Nauczyciel zbyt wiele oczekuje od czterolatka

P Mój czteroletni syn wrócił do domu z trzy stopnie testowe ze szkoły dziennej:„95”, „100” i „0”. Chodzi do żłobka dla niemowląt i pięciolatków.

Nasz syn był bardzo zdenerwowany, że otrzymał złą ocenę. Kiedy zapytaliśmy, dlaczego otrzymał „0”, odpowiedział, że nie wie, jak wykonać zadanie. Nauczyciel wyjaśnił, że musi być gotowy do szkoły przed piątą i musi poznać konsekwencje niewykonania swojej pracy.
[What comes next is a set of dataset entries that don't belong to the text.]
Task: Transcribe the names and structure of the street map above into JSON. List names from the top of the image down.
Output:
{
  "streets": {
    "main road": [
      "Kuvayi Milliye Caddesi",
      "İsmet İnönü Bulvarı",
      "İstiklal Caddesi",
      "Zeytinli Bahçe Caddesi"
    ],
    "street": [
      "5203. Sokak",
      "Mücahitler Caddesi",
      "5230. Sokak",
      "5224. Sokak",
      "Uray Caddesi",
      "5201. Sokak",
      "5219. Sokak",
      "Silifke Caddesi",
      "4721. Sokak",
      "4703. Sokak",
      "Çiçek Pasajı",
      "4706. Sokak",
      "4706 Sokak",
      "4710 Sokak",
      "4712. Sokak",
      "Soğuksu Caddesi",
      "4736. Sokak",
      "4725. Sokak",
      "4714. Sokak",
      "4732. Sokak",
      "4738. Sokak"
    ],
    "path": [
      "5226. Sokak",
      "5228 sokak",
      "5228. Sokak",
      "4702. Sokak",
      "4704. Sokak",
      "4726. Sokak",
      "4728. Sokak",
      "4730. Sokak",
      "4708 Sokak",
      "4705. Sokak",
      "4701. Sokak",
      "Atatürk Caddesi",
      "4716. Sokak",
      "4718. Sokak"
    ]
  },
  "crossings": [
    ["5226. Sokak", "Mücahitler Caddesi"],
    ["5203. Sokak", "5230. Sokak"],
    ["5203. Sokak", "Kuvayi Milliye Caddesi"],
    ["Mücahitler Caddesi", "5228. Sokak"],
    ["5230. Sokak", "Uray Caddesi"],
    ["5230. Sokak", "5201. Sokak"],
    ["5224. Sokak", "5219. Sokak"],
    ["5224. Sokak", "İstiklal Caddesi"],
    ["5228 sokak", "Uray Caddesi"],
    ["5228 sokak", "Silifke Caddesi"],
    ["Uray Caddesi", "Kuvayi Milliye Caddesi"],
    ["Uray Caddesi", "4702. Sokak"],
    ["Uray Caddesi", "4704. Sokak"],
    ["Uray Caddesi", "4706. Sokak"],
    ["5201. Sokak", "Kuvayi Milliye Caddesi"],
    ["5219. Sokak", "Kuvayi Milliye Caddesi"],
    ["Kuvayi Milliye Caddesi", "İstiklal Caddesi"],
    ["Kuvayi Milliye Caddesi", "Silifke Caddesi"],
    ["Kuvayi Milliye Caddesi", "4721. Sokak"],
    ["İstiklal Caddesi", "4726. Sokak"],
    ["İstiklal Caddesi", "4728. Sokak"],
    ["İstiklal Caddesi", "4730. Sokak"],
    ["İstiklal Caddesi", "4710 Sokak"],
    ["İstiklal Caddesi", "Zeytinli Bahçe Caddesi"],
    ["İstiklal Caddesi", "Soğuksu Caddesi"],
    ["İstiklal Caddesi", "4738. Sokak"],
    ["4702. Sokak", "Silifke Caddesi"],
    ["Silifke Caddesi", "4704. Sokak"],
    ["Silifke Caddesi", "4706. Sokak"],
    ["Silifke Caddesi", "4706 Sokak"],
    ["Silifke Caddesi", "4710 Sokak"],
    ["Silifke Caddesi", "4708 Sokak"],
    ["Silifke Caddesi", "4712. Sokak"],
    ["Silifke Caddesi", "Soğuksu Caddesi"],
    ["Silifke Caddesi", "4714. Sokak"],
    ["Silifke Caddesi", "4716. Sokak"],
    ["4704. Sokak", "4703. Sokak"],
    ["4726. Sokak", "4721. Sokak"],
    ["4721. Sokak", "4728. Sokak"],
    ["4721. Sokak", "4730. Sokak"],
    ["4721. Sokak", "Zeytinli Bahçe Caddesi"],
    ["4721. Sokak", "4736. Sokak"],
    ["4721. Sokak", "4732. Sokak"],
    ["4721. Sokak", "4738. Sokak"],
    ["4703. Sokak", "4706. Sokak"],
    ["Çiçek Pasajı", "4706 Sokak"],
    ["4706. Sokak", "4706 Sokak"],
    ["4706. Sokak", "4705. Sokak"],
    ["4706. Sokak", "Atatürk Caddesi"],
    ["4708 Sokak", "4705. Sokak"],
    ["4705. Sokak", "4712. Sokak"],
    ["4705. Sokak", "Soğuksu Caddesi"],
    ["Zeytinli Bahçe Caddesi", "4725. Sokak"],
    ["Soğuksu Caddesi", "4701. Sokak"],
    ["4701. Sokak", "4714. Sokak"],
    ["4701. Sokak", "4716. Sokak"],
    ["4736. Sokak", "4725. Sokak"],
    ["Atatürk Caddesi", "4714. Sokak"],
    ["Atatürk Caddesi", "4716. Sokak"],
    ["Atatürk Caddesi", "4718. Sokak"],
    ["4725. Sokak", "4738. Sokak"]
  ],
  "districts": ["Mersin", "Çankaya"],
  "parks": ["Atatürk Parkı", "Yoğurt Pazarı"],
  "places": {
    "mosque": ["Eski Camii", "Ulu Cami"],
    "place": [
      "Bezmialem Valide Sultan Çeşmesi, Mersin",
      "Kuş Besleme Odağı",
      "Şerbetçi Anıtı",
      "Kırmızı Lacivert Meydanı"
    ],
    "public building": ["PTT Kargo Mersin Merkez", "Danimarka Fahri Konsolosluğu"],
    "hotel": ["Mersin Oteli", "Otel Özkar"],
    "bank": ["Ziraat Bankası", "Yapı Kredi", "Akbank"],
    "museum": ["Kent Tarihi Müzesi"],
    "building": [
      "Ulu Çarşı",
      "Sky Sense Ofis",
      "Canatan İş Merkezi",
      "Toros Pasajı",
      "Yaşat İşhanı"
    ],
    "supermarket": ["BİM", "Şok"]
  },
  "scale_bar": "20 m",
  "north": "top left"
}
Mój syn zna większość alfabetu i prawie potrafi napisać swoje imię, ale nie potrafi rozpoznać wielkich i małych liter. Czy jesteśmy z nim zbyt pobłażliwi, czy nauczyciel prosi o zbyt wiele?

A Twój czteroletni syn nigdy nie powinien czuć się nieodpowiednim lub nieswojo w jakikolwiek sposób, ponieważ nie jest w stanie zademonstrować pewnego poziomu wiedzy i umiejętności akademickich w przedszkolu – lub w jakiejkolwiek szkole, jeśli o to chodzi.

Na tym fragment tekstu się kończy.